2003 Fiscal Year Annual Research Report
植物葉内イオン濃度分布のin situ解析手法の開発
Project/Area Number |
15658071
|
Research Institution | Yamaguchi University |
Principal Investigator |
荊木 康臣 山口大学, 農学部, 助教授 (50242160)
|
Keywords | 蛍光プローブ / attached leaf / 画像計測 / pH |
Research Abstract |
本研究の目的は、環境応答時の葉内pH分布画像を取得し解析することである。この目的のもと、本年度は、pH感応性蛍光プローブをattached leafの細胞内へ導入する方法を検討した。
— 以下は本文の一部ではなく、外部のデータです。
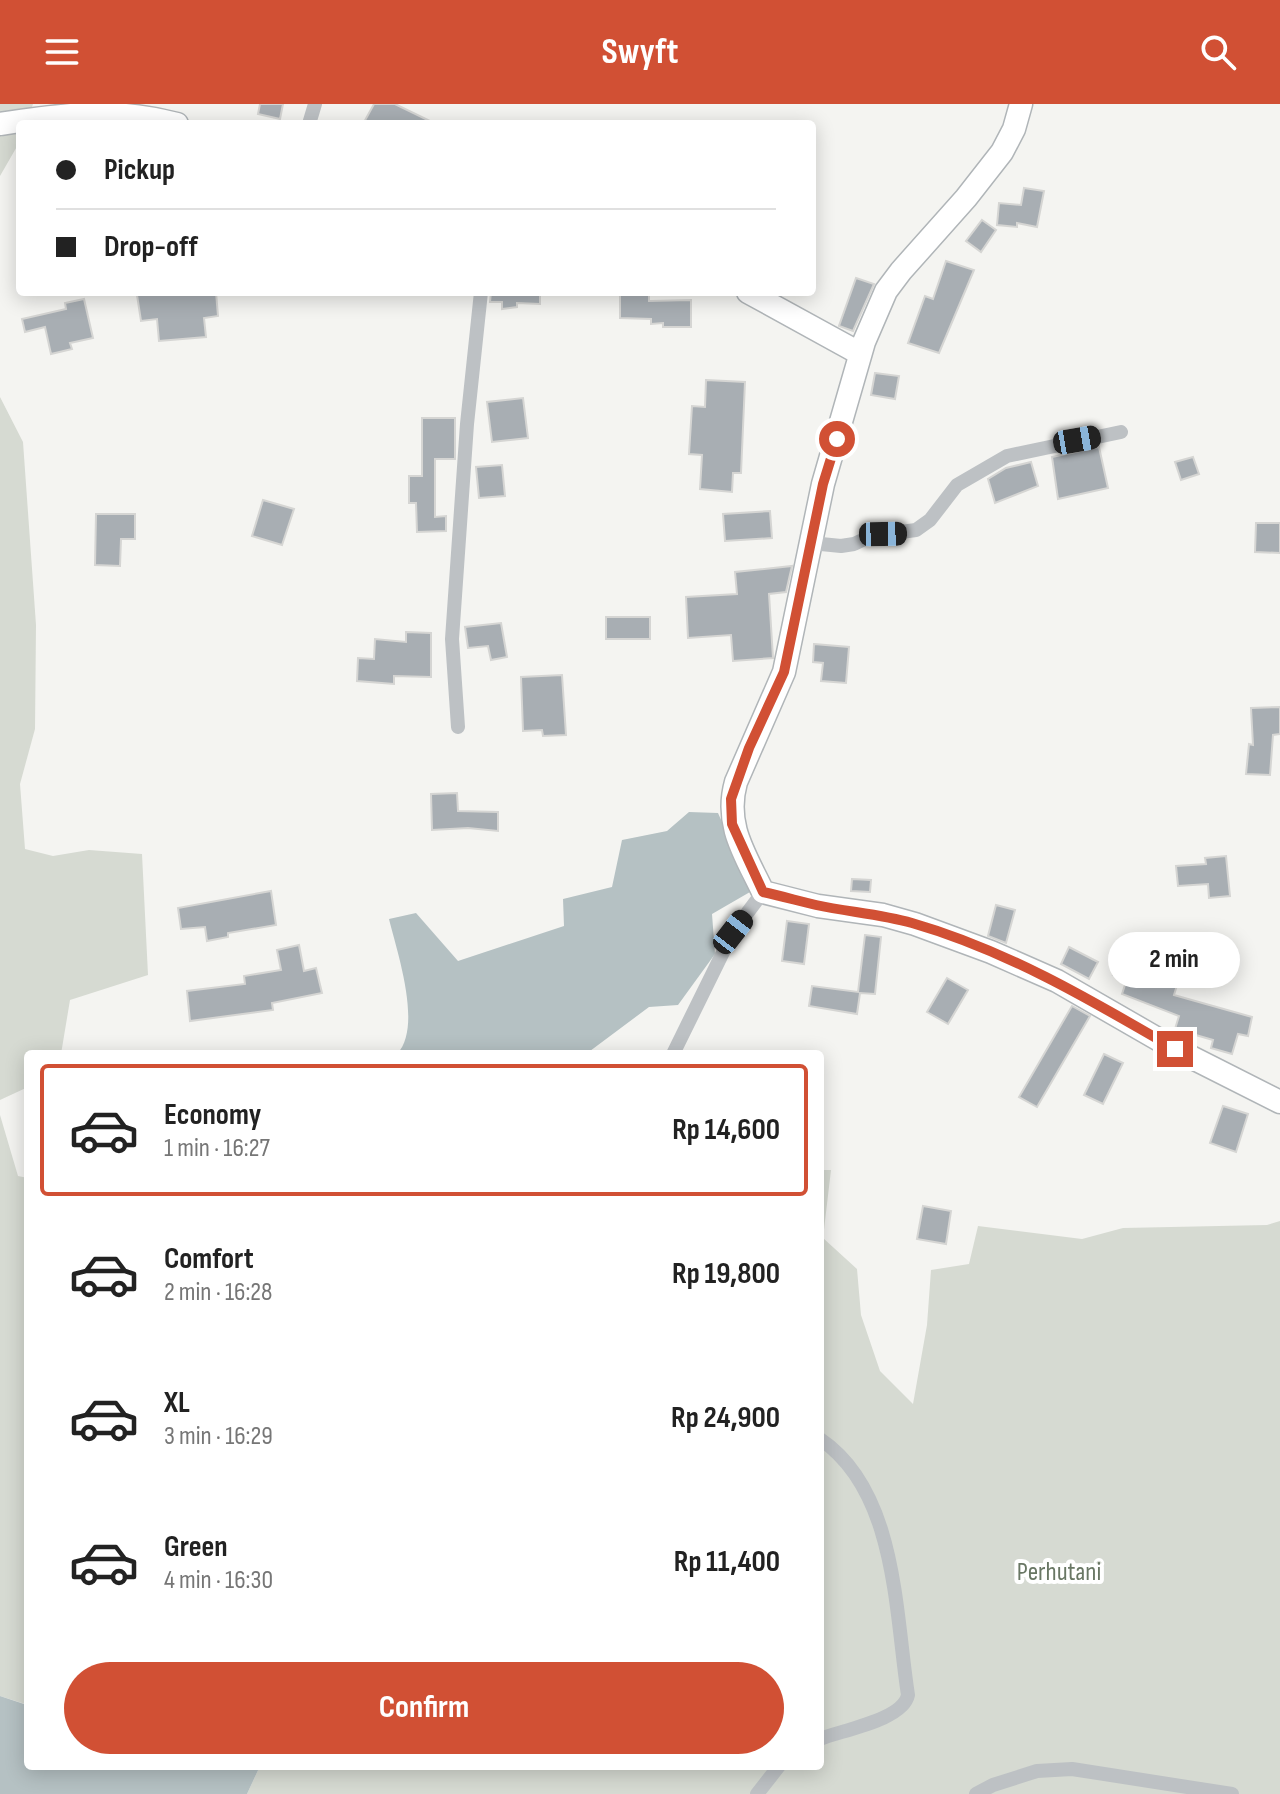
<!DOCTYPE html>
<html lang="en">
<head>
<meta charset="utf-8">
<style>
	body { margin:0; font-family:"Sofia Sans Condensed",sans-serif; background:#f2f2f2; color:#222; height:100vh; display:flex; flex-direction:column; font-size:30px; white-space:nowrap }
	* { box-sizing:border-box; margin:0 }
	p { font-size:26px; color:#767676 }
	.icon { flex:none; width:44px; height:44px; fill:none; stroke:currentColor; stroke-width:2; stroke-linecap:round; stroke-linejoin:round }
	.map { position:relative; flex:1; overflow:hidden }
	.panel { position:absolute; left:24px; top:946px; width:800px; height:720px; display:flex; flex-direction:column; background:#fff; border-radius:8px; box-shadow:0 4px 20px #0003 }
	.panel>* { flex:none }
	.top-card { position:absolute; left:16px; top:16px; width:800px; height:176px; border-radius:8px; box-shadow:0 4px 20px #0003; display:grid; align-content:center; height:176px; padding:0 40px; background:#fff }
	.end { position:absolute; width:36px; height:36px; margin:-18px; border:10px solid #d15034; background:#fff; box-shadow:0 0 0 4px #fff }
	.from { border-radius:50% }
	.bubble { position:absolute; height:56px; border-radius:28px; background:#fff; box-shadow:0 4px 20px #0003; font-size:26px; font-weight:700; line-height:56px; text-align:center }
	.car { position:absolute; width:24px; height:48px; margin:-24px -12px; border-radius:10px; box-shadow:0 0 6px 2px #0007; background:linear-gradient(#222 24%,#8ab4d8 0 40%,#222 0 76%,#8ab4d8 0 86%,#222 0) }
	.top-card b { display:flex; align-items:center; gap:28px; height:76px; font-size:30px }
	.top-card b+b { border-top:2px solid #e0e0e0 }
	.top-card i { width:20px; height:20px; background:#222 }
	ul { padding:14px 0 0; list-style:none }
	li { display:flex; align-items:center; gap:24px; height:132px; margin:0 16px 12px; padding:0 24px; border:4px solid transparent; border-radius:8px }
	li div { flex:1 }
	li b { display:block; font-size:30px }
	li em { font-style:normal; font-weight:700 }
	li.on { border-color:#d15034 }
	li>.icon { width:72px; height:72px; stroke-width:1.5 }
	.primary-button { display:flex; gap:16px; margin-top:auto; padding:16px 40px }
	.primary-button a { flex:1; height:92px; border-radius:48px; background:#d15034; color:#fff; font-size:32px; font-weight:700; line-height:92px; text-align:center }
	header { display:flex; justify-content:space-between; align-items:center; height:104px; padding:0 40px; background:#d15034; color:#fff; font-size:36px; font-weight:700 }
	.map>svg:first-child { display:block }
	.green { fill:#d6dad2 }
	.water { fill:#b5c1c3 }
	.building { fill:#a8aeb3; stroke:#d5d5d3; stroke-width:2 }
	.lines { fill:none; stroke-linecap:round; stroke-linejoin:round }
	.secondary-casing { stroke:#b0b5b8; stroke-width:25 }
	.street { stroke:#bdc1c4; stroke-width:14 }
	.secondary { stroke:#fff; stroke-width:22 }
	.route { stroke:#d15034; stroke-width:10 }
	.labels { text-anchor:middle; dominant-baseline:central; stroke-width:8; stroke-linejoin:round; paint-order:stroke }
	.park-label { font-size:26px; fill:#697764; stroke:#fff }
</style>
</head>
<body>
<header><svg class="icon" aria-label="menu" viewBox="0 0 24 24"><path d="M4 6h16M4 12h16M4 18h16"/></svg>Swyft<svg class="icon" aria-label="search" viewBox="0 0 24 24"><circle cx="10" cy="10" r="6"/><path d="M15 15l6 6"/></svg></header>
<div class="map">
<svg width="1280" height="1690" viewBox="0 0 1280 1690">
	<rect width="100%" height="100%" fill="#f4f4f1"/>
	<g class="green">
		<polygon points="0,0 33,0 26,20 20,20 19,39 0,72"/>
		<polygon points="0,293 23,338 36,521 35,625 20,680 25,745 53,752 89,746 142,750 148,871 70,896 61,950 28,950 28,983 0,996"/>
		<polygon points="0,1011 18,1072 28,1074 28,1595 25,1600 0,1592"/>
		<polygon points="820,1066 831,1066 823,1134 857,1165 861,1211 880,1267 913,1300 927,1221 931,1166 969,1160 978,1122 1082,1135 1123,1124 1267,1121 1280,1117 1280,1690 247,1690 260,1662 820,1662"/>
	</g>
	<g class="water">
		<path d="M689 708 718 709 737 752 750 788 712 810 715 850 678 901 649 903 586 950H397C423 923 397 848 389 815L416 809 458 857 564 822 563 795 612 783 622 736 667 727Z"/>
		<polygon points="0,1592 24,1600 28,1595 28,1662 260,1662 247,1690 0,1690"/>
	</g>
	<g class="building">
		<polygon points="260,0 283,0 280,15 258,10"/>
		<polygon points="374,0 395,0 436,20 363,20"/>
		<polygon points="1024,84 1044,87 1037,123 1017,119 1017,123 997,121 999,99 1021,101"/>
		<polygon points="982,116 996,126 981,148 966,137"/>
		<polygon points="946,157 974,166 939,249 908,239 925,192 933,195"/>
		<polygon points="856,174 874,180 853,227 839,222"/>
		<polygon points="159,188 216,188 218,212 204,214 206,233 159,237 157,215 141,217 137,191"/>
		<polygon points="491,188 540,188 540,200 517,199 517,203 502,205 502,198 490,198"/>
		<polygon points="620,188 649,188 649,197 691,196 691,223 663,223 663,219 651,220 651,215 620,214"/>
		<polygon points="84,195 93,234 70,239 72,245 51,250 45,223 25,228 22,215 66,205 65,199"/>
		<polygon points="875,269 899,272 895,295 871,291"/>
		<polygon points="706,276 745,278 741,369 733,369 732,388 700,385 702,351 689,350 692,302 705,303"/>
		<polygon points="523,294 528,334 492,338 487,298"/>
		<polygon points="422,314 455,314 455,355 435,355 435,413 446,412 446,427 417,428 416,399 409,399 409,372 422,372"/>
		<polygon points="1099,343 1108,384 1058,395 1052,353"/>
		<polygon points="1193,353 1199,370 1181,376 1175,358"/>
		<polygon points="1031,358 1038,382 995,399 988,375 1006,364"/>
		<polygon points="502,361 505,392 479,394 476,363"/>
		<polygon points="263,396 294,405 282,441 252,432"/>
		<polygon points="770,407 772,434 725,437 723,410"/>
		<polygon points="96,410 135,410 135,435 121,435 120,462 95,461"/>
		<polygon points="1256,419 1280,419 1280,449 1255,448"/>
		<polygon points="792,462 786,488 769,490 773,554 733,557 731,531 688,534 686,493 737,490 735,468"/>
		<rect x="606" y="513" width="44" height="22"/>
		<polygon points="501,519 507,553 491,556 488,542 468,544 465,523"/>
		<polygon points="406,528 431,529 431,573 394,572 394,580 357,577 358,554 374,555 375,535 406,538"/>
		<polygon points="814,540 849,543 846,579 821,577 823,559 813,558"/>
		<polygon points="562,571 566,631 543,632 542,626 523,627 521,573"/>
		<polygon points="1280,603 1280,630 1273,631 1270,671 1246,670 1249,640 1253,641 1251,604"/>
		<polygon points="457,689 458,707 498,708 498,727 468,724 432,726 431,690"/>
		<polygon points="1226,752 1230,792 1209,794 1208,780 1178,782 1176,762 1206,760 1205,754"/>
		<polygon points="852,775 871,776 870,788 851,787"/>
		<polygon points="271,787 276,821 228,829 228,833 207,837 205,823 181,825 178,804"/>
		<polygon points="996,801 1015,806 1006,839 988,832"/>
		<polygon points="787,817 809,820 804,860 782,857"/>
		<polygon points="865,831 881,833 875,890 860,889 857,910 809,902 812,882 858,888"/>
		<polygon points="299,841 304,867 316,864 322,889 272,899 273,906 190,917 187,887 245,880 244,872 281,866 277,846"/>
		<polygon points="1069,843 1098,858 1089,875 1061,860"/>
		<polygon points="1121,849 1137,854 1135,859 1152,865 1151,869 1178,878 1174,891 1252,913 1248,932 1238,930 1232,950 1211,944 1213,936 1175,925 1179,912 1122,890 1127,875 1113,871"/>
		<polygon points="947,874 968,886 948,920 927,908"/>
		<polygon points="1072,902 1090,912 1037,1003 1019,993"/>
		<polygon points="1104,950 1123,959 1103,1000 1084,991"/>
		<polygon points="1223,1002 1248,1010 1236,1048 1210,1039"/>
		<polygon points="923,1102 951,1107 946,1140 917,1135"/>
	</g>
	<g class="lines">
		<defs>
			<g id="secondary">
				<path d="M1021 0 1014 25 1002 48 966 94 901 167 886 187 864 238 823 380 784 568 736 678C724 721 745 750 763 788L818 802 883 811 915 820 991 848 1057 877 1175 945 1280 998"/>
				<path d="M0 20C66 10 111 3 177 20"/>
				<polyline points="748,188 859,249"/>
			</g>
		</defs>
		<use href="#secondary" class="secondary-casing"/>
		<g class="street">
			<polyline points="309,20 315,0"/>
			<polyline points="811,439 841,442 854,440 871,432 916,426 930,416 957,381 1007,352 1121,328"/>
			<polyline points="458,623 452,535 467,320 481,188"/>
			<polyline points="673,950 733,828 763,788"/>
			<path d="M820 1335C897 1387 895 1508 908 1591 903 1616 842 1626 820 1635"/>
			<polyline points="757,1690 779,1662"/>
			<polyline points="976,1690 993,1681 1037,1667 1072,1665 1232,1690"/>
		</g>
		<use href="#secondary" class="secondary"/>
	</g>
	<g class="lines">
		<path class="route" d="M837 335 823 380 784 568 749 644 731 695 732 720 763 788C781 792 799 797 816 801 848 808 880 810 912 819 1006 846 1091 896 1175 945"/>
	</g>
	<g class="labels">
		<g class="park-label">
			<text x="1059" y="1468">Perhutani</text>
		</g>
	</g>
</svg>
<i class="end from" style="left:837px;top:335px"></i>
<i class="end" style="left:1175px;top:945px"></i>
<div class="bubble" style="left:1108px;top:828px;width:132px">2 min</div>
<i class="car" style="left:1077px;top:336px;rotate:80deg"></i>
<i class="car" style="left:883px;top:430px;rotate:89deg"></i>
<i class="car" style="left:733px;top:828px;rotate:38deg"></i>
<div class="top-card">
<b><i class="from"></i>Pickup</b>
<b><i></i>Drop-off</b>
</div>
<section class="panel">
<ul>
<li class="on"><svg class="icon" aria-label="car" viewBox="0 0 24 24"><path d="M5 17H2v-5l4-1 3-4h7l3 4 3 1v5h-3M9 17h6M6 11h13"/><circle cx="7" cy="17" r="2"/><circle cx="17" cy="17" r="2"/></svg><div><b>Economy</b><p>1 min · 16:27</p></div><em>Rp 14,600</em></li>
<li><svg class="icon" aria-label="car" viewBox="0 0 24 24"><path d="M5 17H2v-5l4-1 3-4h7l3 4 3 1v5h-3M9 17h6M6 11h13"/><circle cx="7" cy="17" r="2"/><circle cx="17" cy="17" r="2"/></svg><div><b>Comfort</b><p>2 min · 16:28</p></div><em>Rp 19,800</em></li>
<li><svg class="icon" aria-label="car" viewBox="0 0 24 24"><path d="M5 17H2v-5l4-1 3-4h7l3 4 3 1v5h-3M9 17h6M6 11h13"/><circle cx="7" cy="17" r="2"/><circle cx="17" cy="17" r="2"/></svg><div><b>XL</b><p>3 min · 16:29</p></div><em>Rp 24,900</em></li>
<li><svg class="icon" aria-label="car" viewBox="0 0 24 24"><path d="M5 17H2v-5l4-1 3-4h7l3 4 3 1v5h-3M9 17h6M6 11h13"/><circle cx="7" cy="17" r="2"/><circle cx="17" cy="17" r="2"/></svg><div><b>Green</b><p>4 min · 16:30</p></div><em>Rp 11,400</em></li>
</ul>
<div class="primary-button"><a>Confirm</a></div>
</section>
</div>
</body>
</html>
蛍光プローブの導入法の評価は、1)葉を植物体から切り取る必要がない、2)細胞から蛍光測定に十分な蛍光強度が得られる、3)プローブ導入後、植物葉、気孔が正常な機能を維持している、という観点から行った。導入法として、1)根から蛍光プローブ溶液を吸わせる方法、2)葉を蛍光プローブ溶液につける方法、3)超音波を利用する方法等を試みた。蛍光強度は、実体蛍光顕微鏡に高感度冷却式CCDカメラを取り付け、画像計測により求めた。蛍光プロープ導入後は、目視による障害の有無、熱赤外線画像解析装置による葉温測定、およびクロロフィル蛍光によるPSII量子収率解析を行い、植物葉への影響を調べた。pH感応性蛍光プローブには、汎用性の高いFluorescein Diacetate、および定量解析に優れたレシオイメージングが可能であるSNARF-1/AMを用いた。数種の植物で実験を行った結果、植物種によって蛍光プローブの導入しやすさは異なり、導入しやすい植物(例えば、シュンギク、キャベツ)の場合、attachcd leafを蛍光プローブ溶液に室温で数時間浸すことにより、孔辺細胞、表皮細胞、葉肉細胞へ蛍光プローブを導入することが可能であった。この場合、目視、葉温測定およびクロロフィル蛍光計測により植物体の状態を評価したところ、蛍光プローブ導入による異常は認められなかった。一方、プローブ溶液に葉を浸して超音波振動を与える方法では、短時間(15分間程度)での導入が可能であったが、葉に可視的な障害が認められた。また、根から吸収させる方法では、葉において十分な蛍光強度を得ることができなかった。